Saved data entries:
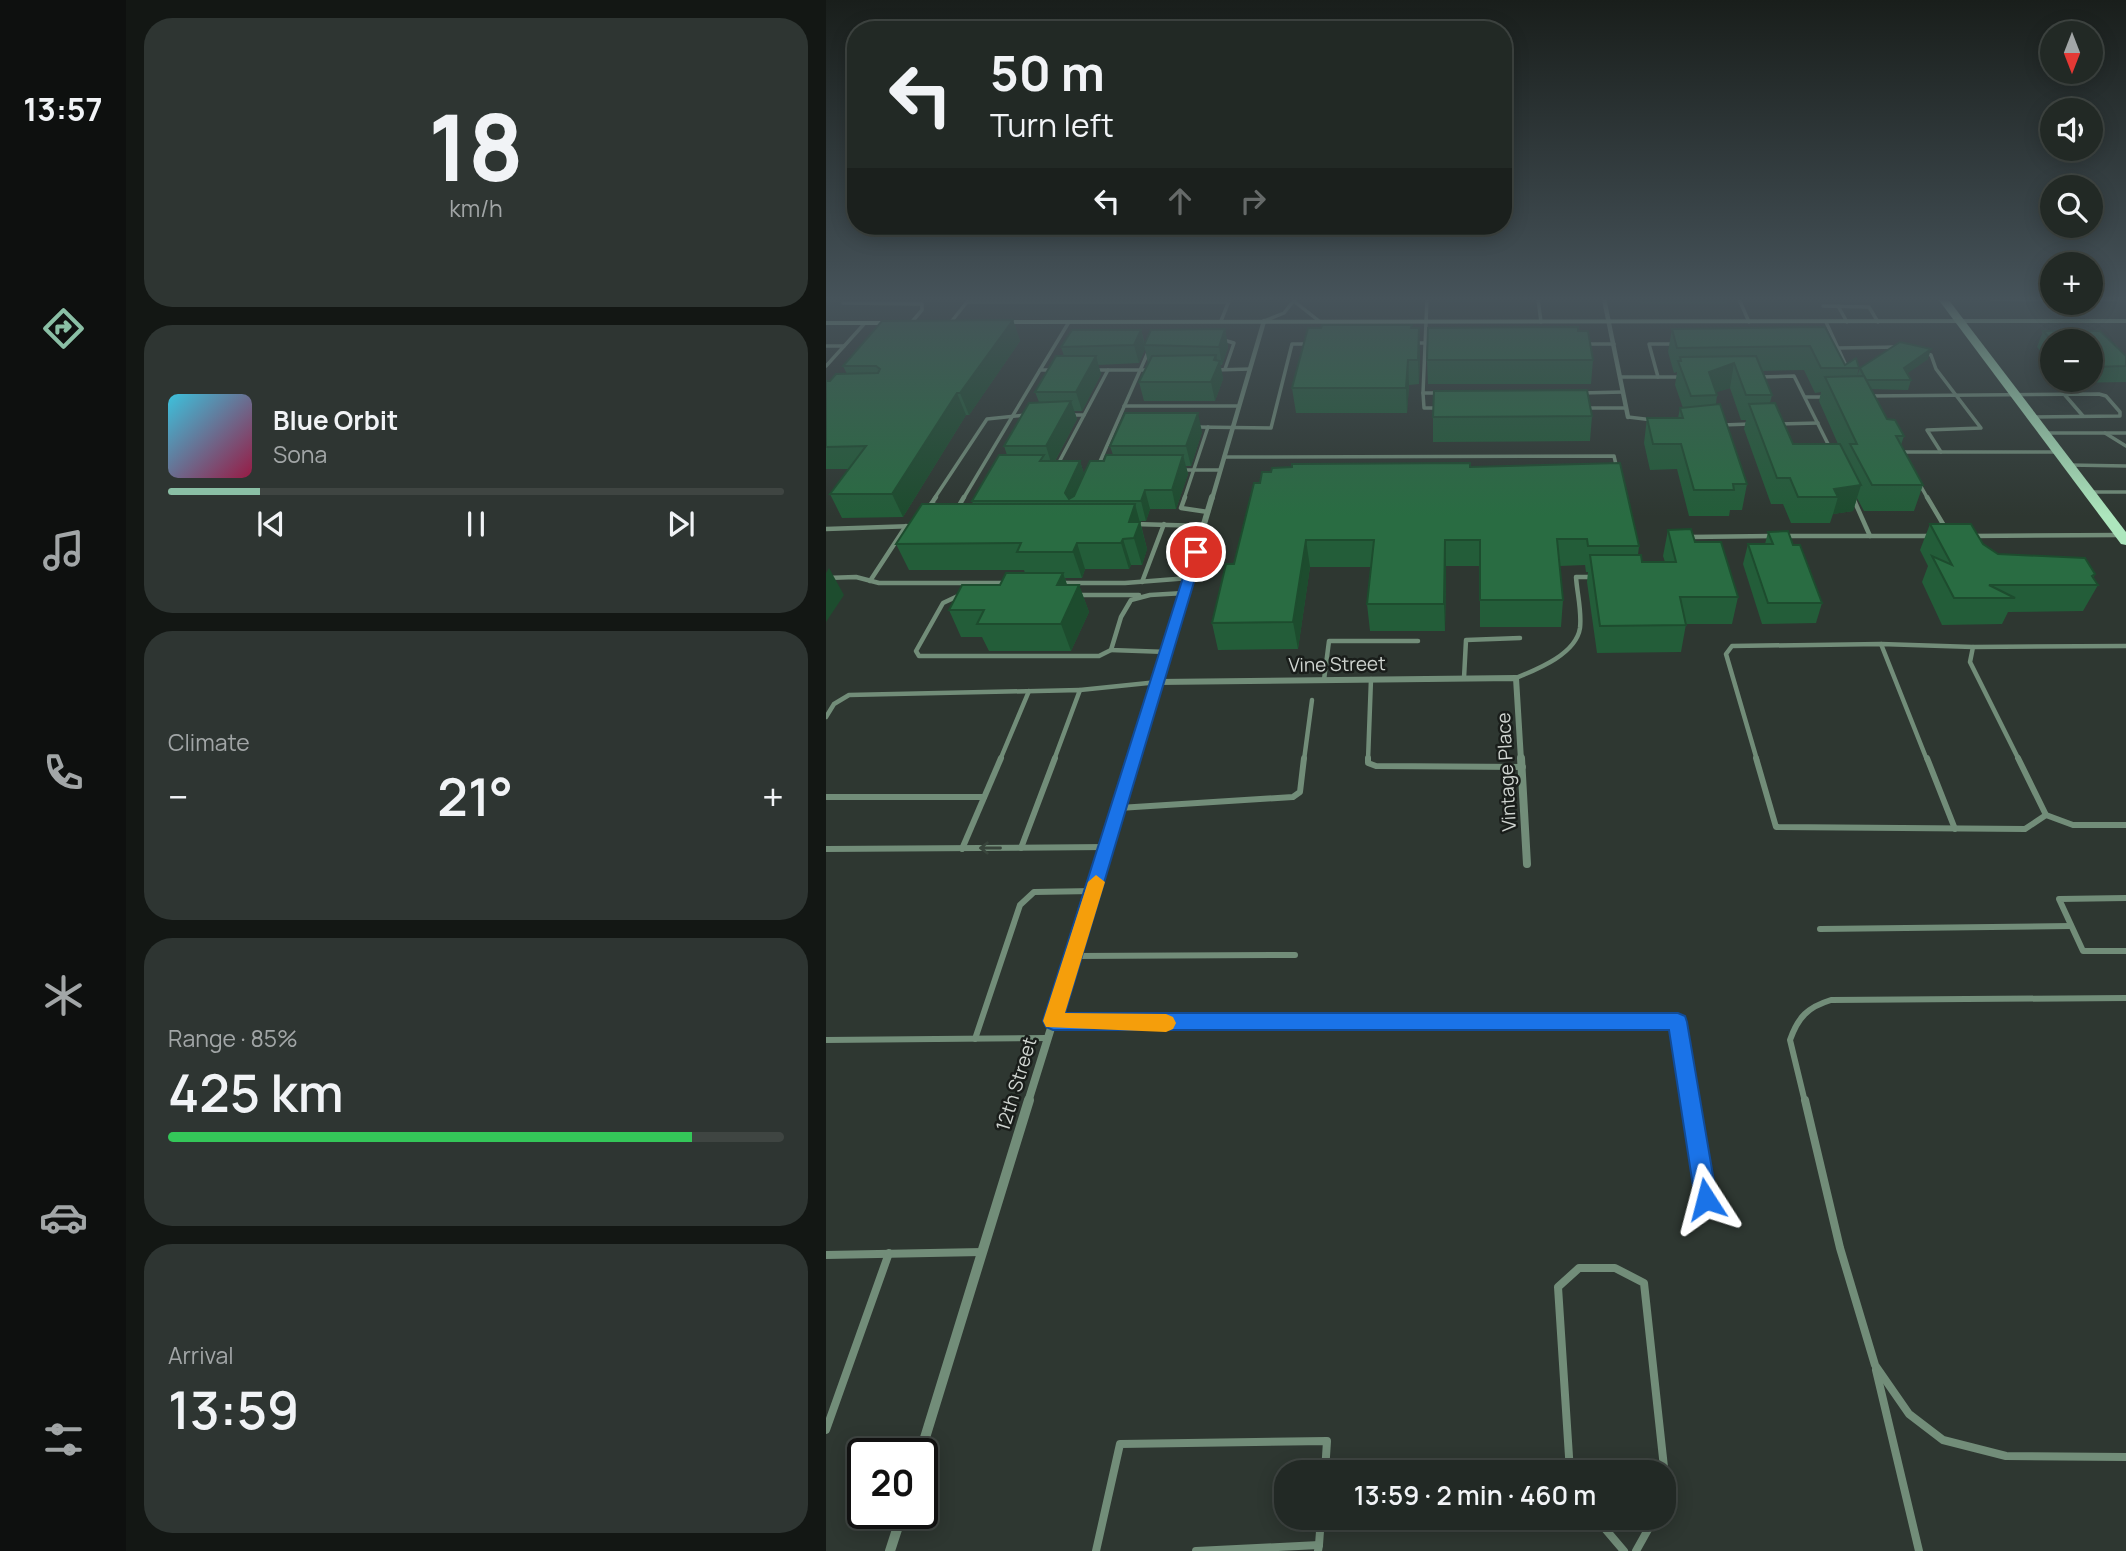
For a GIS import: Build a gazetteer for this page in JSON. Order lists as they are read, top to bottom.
{
  "streets": {
    "street": ["Vine Street", "Vintage Place", "12th Street"]
  },
  "crossings": [
    ["Vine Street", "Vintage Place"],
    ["Vine Street", "12th Street"]
  ],
  "north": "bottom",
  "page": {
    "tabs": "13:57",
    "tile": [
      ["18", "km/h"],
      "Climate",
      ["Range · 85%", "425 km"],
      ["Arrival", "13:59"]
    ],
    "map_buttons": ["+", "−"],
    "turn": ["50 m", "Turn left"],
    "song": ["Blue Orbit", "Sona"],
    "heat": ["−", "21°", "+"],
    "limit": "20",
    "trip": "13:59 · 2 min · 460 m"
  }
}
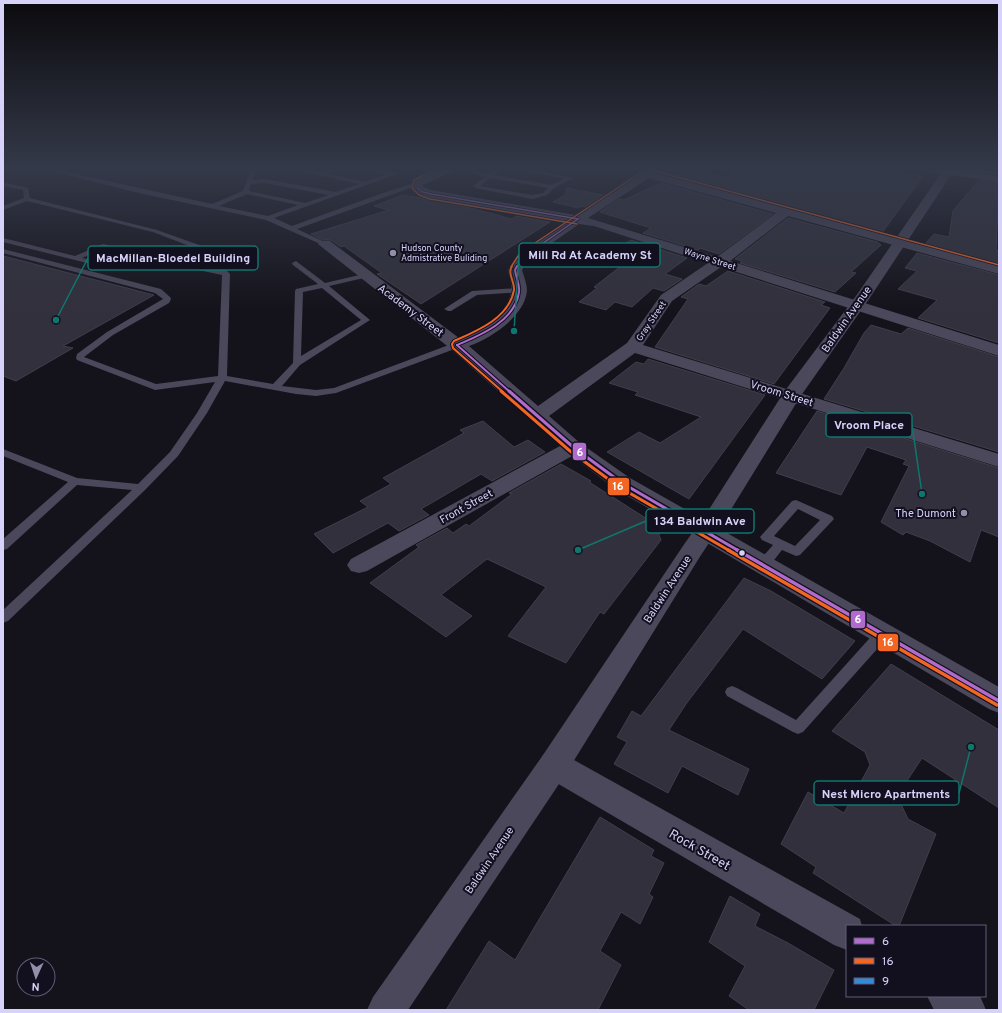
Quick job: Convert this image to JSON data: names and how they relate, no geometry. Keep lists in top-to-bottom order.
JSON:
{
  "streets": {
    "street": [
      "Wayne Street",
      "Academy Street",
      "Baldwin Avenue",
      "Gray Street",
      "Vroom Street",
      "Front Street",
      "Rock Street"
    ]
  },
  "crossings": [
    ["Wayne Street", "Baldwin Avenue"],
    ["Wayne Street", "Gray Street"],
    ["Academy Street", "Baldwin Avenue"],
    ["Academy Street", "Gray Street"],
    ["Academy Street", "Front Street"],
    ["Baldwin Avenue", "Vroom Street"],
    ["Baldwin Avenue", "Rock Street"],
    ["Gray Street", "Vroom Street"]
  ],
  "places": [
    "Hudson County Admistrative Buliding",
    "MacMillan-Bloedel Building",
    "Mill Rd At Academy St",
    "Vroom Place",
    "The Dumont",
    "134 Baldwin Ave",
    "Nest Micro Apartments"
  ],
  "lines": ["transit line 6", "transit line 16"],
  "legend": ["6", "16", "9"],
  "north": "bottom"
}
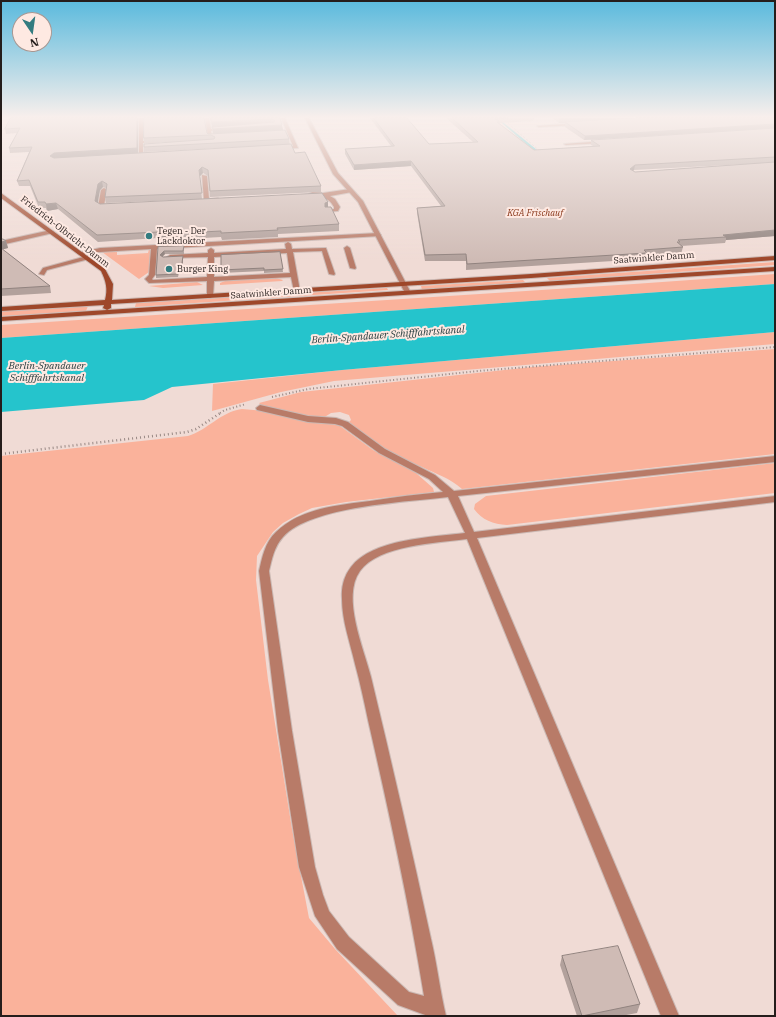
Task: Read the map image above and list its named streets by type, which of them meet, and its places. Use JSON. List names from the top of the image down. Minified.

= INSTRUCTIONS TO FOLLOW =
Nothing but a number should be given: the count of lines in the records that contain the word "image".

= SOLUTION =
2